• [What you are asked to do]:
Starting at the line below holding "context.fillText(text, 0, 0);" and stopping at the line holding "M1110,636v481h-99l4,-150 -17,-123 -13,-136", print every line exactly, both ends included, and leave the rest out.

• [Record excerpts]:
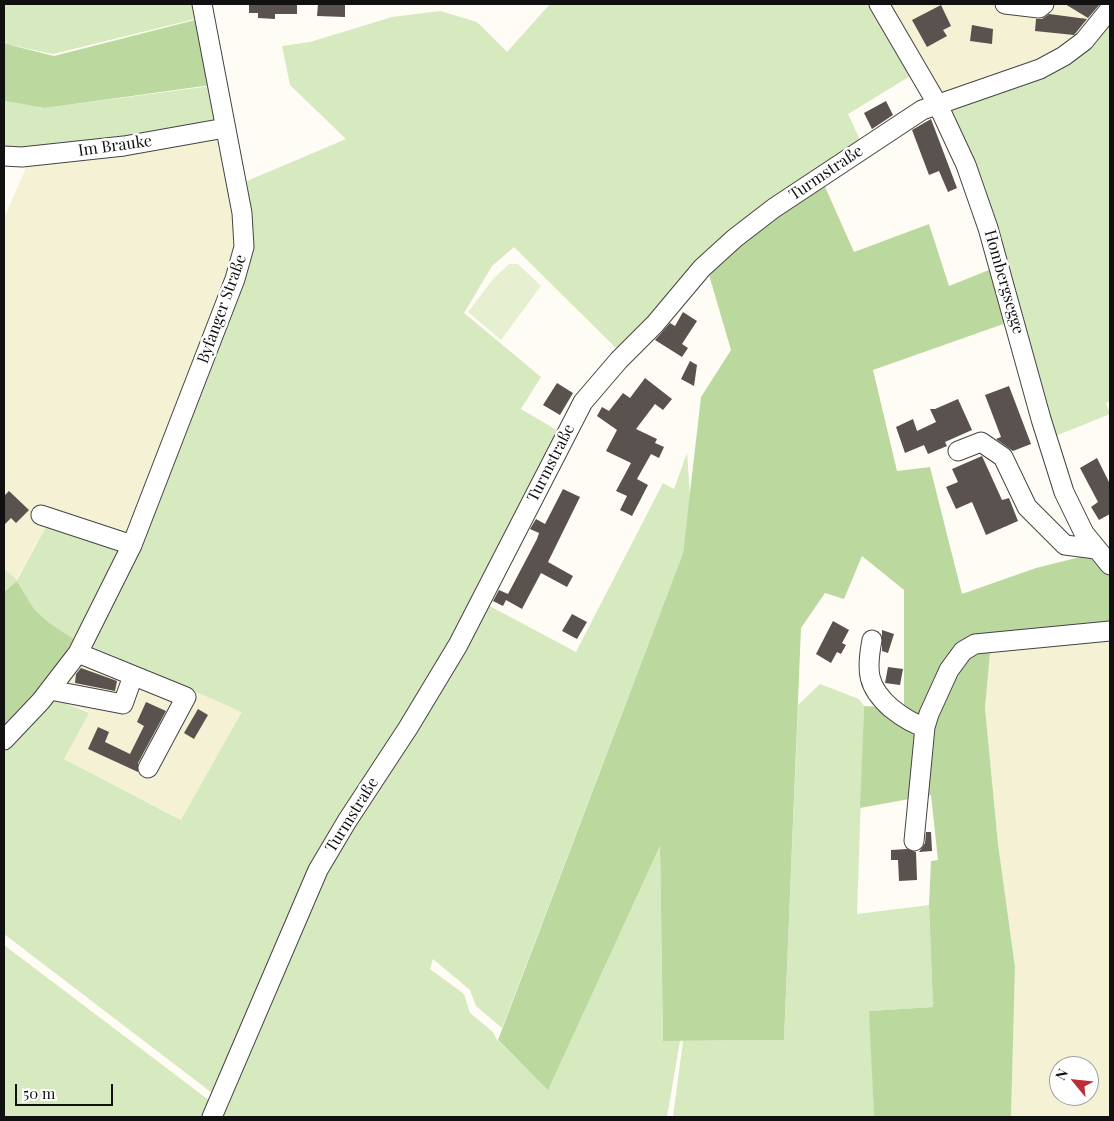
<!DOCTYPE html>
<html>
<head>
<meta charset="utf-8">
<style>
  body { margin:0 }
  #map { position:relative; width:1114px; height:1121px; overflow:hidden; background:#fffcf5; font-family:"Playfair Display",serif }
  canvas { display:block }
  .frame { position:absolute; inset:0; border:5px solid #111; pointer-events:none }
  .north { position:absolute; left:1049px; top:1056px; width:50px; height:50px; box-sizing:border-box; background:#fff; border:1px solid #a0a0a0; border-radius:50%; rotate:298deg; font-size:14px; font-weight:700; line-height:20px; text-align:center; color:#111 }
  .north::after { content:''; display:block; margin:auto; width:18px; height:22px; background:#bd2d38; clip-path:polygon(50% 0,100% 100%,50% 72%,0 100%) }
  .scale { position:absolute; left:15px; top:1084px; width:98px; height:22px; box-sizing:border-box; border:2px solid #111; border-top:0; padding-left:6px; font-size:15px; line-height:18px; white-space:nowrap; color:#111; -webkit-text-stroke:4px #fff; paint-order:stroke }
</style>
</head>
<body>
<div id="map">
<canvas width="1114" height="1121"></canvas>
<div class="frame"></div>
<div class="north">N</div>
<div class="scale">50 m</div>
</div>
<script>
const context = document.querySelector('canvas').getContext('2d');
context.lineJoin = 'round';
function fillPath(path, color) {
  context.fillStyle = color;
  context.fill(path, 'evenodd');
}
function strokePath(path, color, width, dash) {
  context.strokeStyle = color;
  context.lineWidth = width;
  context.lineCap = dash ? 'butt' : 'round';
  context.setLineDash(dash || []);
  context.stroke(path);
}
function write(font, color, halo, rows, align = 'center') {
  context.font = font + ' "Playfair Display",serif';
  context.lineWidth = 5;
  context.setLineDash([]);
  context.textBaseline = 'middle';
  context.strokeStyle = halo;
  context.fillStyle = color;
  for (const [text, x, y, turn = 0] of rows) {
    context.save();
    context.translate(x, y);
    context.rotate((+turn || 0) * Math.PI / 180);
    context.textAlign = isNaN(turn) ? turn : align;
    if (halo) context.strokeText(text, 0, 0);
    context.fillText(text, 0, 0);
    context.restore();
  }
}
fillPath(new Path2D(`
  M888,4h222l-45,47 -125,48z
  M213,135l8,6 12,85 1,22 -9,31 -97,262 -74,-29 -38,68 -12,-11v-351l25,-57z
  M1110,636v481h-99l4,-150 -17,-123 -13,-136 6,-66zM1059,1066h30v30h-30z
  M88,646l155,66 -61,108 -118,-61 25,-47 -37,-14z`), '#f4f1d5');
fillPath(new Path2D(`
  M4,4h192l3,14 -146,36 -43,-9 -6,-4z
  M550,4h323l39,71 -64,39 13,28 -242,209 -105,-104 -22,19 -28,47 77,64 -20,32 39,23 -109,215 -83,138 -152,311 -212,-162v-186l48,-50 37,15 -25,46 117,61 61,-108 -154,-67 124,-292 42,-113 -7,-59 99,-42 -56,-54 -8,-39 28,-4 82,-25 48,-6 37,11 30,30z
  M1110,14v387l-4,2 4,11 -57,23 -105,-328 77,-29z
  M211,86l7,40 -214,27v-52l41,7z
  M687,453l3,42 -7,58 -181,475 -26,-22 -6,-16 -37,-31 -3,10 34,25 6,19 23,19 4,8 51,49 112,-243 3,194 17,1 -13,76h-452l95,-224 174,-290 92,49 87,-169 11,6z
  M48,523l77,29 -46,91 -31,-21 -14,-13 -17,-28 -13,11v-23l13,11z
  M820,684l39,15 5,7 -7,208 72,-9 4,102 -63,4 4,106h-201l10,-76 101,-1 14,-335z
  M4,945l210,159 -6,13h-204z`), '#d6e9bf');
fillPath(new Path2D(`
  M199,19l12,66 -166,23 -41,-7v-59l6,3 44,11z
  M822,180l32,72 75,-28 20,62 45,-18 15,54 -136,48 24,101 33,-4 32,127 74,-26 56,-14 18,19v63l-119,6 -6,66 13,136 17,123 -4,150h-137l-5,-106 64,-4 -4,-102 2,-44 7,-1 -7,-65 -71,13 4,-102 40,2v-118l-42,-34 -18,43 -19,-6 -24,35 -17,412 -121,1 -3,-195 -112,244 -50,-50 185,-487 18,-156 30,-47 -24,-82z
  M17,581l17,28 14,13 30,20 -74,90v-140z`), '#bbd99f');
fillPath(new Path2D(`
  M509,264h9l23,22 -40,54 -33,-28 25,-33z`), '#e6f0d0');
fillPath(new Path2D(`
  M249,4h48v10h-22v5l-17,-1v-5h-9z
  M318,4h27v13l-28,-1z
  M1065,4h35l-12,14z
  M941,5l10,21 -8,4 4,6 -20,11 -15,-27z
  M1049,14l38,5 -13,16 -39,-4 1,-12h6z
  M972,25l21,4 -1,15 -22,-3z
  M886,101l7,14 -21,14 -8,-16z
  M931,119l26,69 -9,4 -9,-21 -10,4 -17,-45z
  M683,312l14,9 -15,23 6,4 -6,9 -27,-17 15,-17 5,3z
  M690,361l7,4 -3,21 -13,-7z
  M645,378l27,21 -9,11 -8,-6 -19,25 21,10 -2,4 9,4 -5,11 -8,-4 -14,25 11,6 -16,31 -12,-6 7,-14 -11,-5 15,-28 -25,-12 11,-21 -20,-14 5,-9 7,4 14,-18 7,5z
  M557,383l16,10 -13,22 -17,-10z
  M1009,386l22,58 -18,7 -17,-12 5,-2 -16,-42z
  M958,399l14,31 -27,12 2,4 -19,8 -4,-9 -19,8 -9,-26 17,-8 4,12 19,-9 -6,-13h5z
  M982,456l20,44 7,-2 9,23 -32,14 -14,-33 -16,7 -10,-22 12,-5 -6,-13z
  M1097,458l13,26v30l-11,6 -8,-13 7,-5 -18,-34z
  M563,489l17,8 -32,65 25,14 -6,11 -26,-14 -19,36 -16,-9 -3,6 -10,-5 6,-11 9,4 29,-55 2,-6 -9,-4 6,-10 9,5z
  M9,491l20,19 -13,13 -5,-5 -7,7v-29z
  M572,614l15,8 -10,17 -15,-8z
  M833,621l16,9 -7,13 4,2 -5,9 -4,-2 -6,11 -15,-9z
  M882,630l12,4 -6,19 -6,-2z
  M888,667l15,2 -3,16 -15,-2z
  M81,668l36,13 -2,10 -40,-8 1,-9z
  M146,702l20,9 -28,52v9l-50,-23 10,-22 11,5 -4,10 25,12 14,-28 -7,-4z
  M198,709l10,6 -14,24 -10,-6z
  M926,832h5l1,19 -13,1 6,-9z
  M907,849l9,3 1,28 -18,1 -1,-21h-7v-10z`), '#59524e');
const minor = new Path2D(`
  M879,4l59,101 28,60 22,63 53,191 23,73 20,41 26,32
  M1005,4l34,4 5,-4
  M4,156l18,1 102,-11 101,-18
  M958,451l23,-9 22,15 24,50 38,38 31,4
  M41,515l91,30
  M872,640c-6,31 -5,47 19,68 10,8 21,16 34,19
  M78,653l108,44 -38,71
  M50,690l73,14 10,-28
  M4,740l37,-39 37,-48 54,-108 103,-266 9,-32 -2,-34 -40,-209
  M914,841l11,-114 4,-13 20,-44 14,-19 12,-7 135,-13
  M212,1117l106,-247 29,-49 61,-93 50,-83 125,-243 36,-42 36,-36 47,-56 33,-30 39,-30 148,-98 118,-41 24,-13 20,-15 26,-32`);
strokePath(minor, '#444', 21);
strokePath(minor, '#fff', 19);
write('16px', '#111', '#fff', [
  ["Im Brauke",115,146,-8],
  ["Turmstraße",826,173,-34],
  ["Hombergsegge",1004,282,74],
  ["Byfanger Straße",222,309,-70],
  ["Turmstraße",551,463,-63],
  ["Turmstraße",352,815,-58]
]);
</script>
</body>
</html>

• [Solution for this exercise]:
    context.fillText(text, 0, 0);
    context.restore();
  }
}
fillPath(new Path2D(`
  M888,4h222l-45,47 -125,48z
  M213,135l8,6 12,85 1,22 -9,31 -97,262 -74,-29 -38,68 -12,-11v-351l25,-57z
  M1110,636v481h-99l4,-150 -17,-123 -13,-136 6,-66zM1059,1066h30v30h-30z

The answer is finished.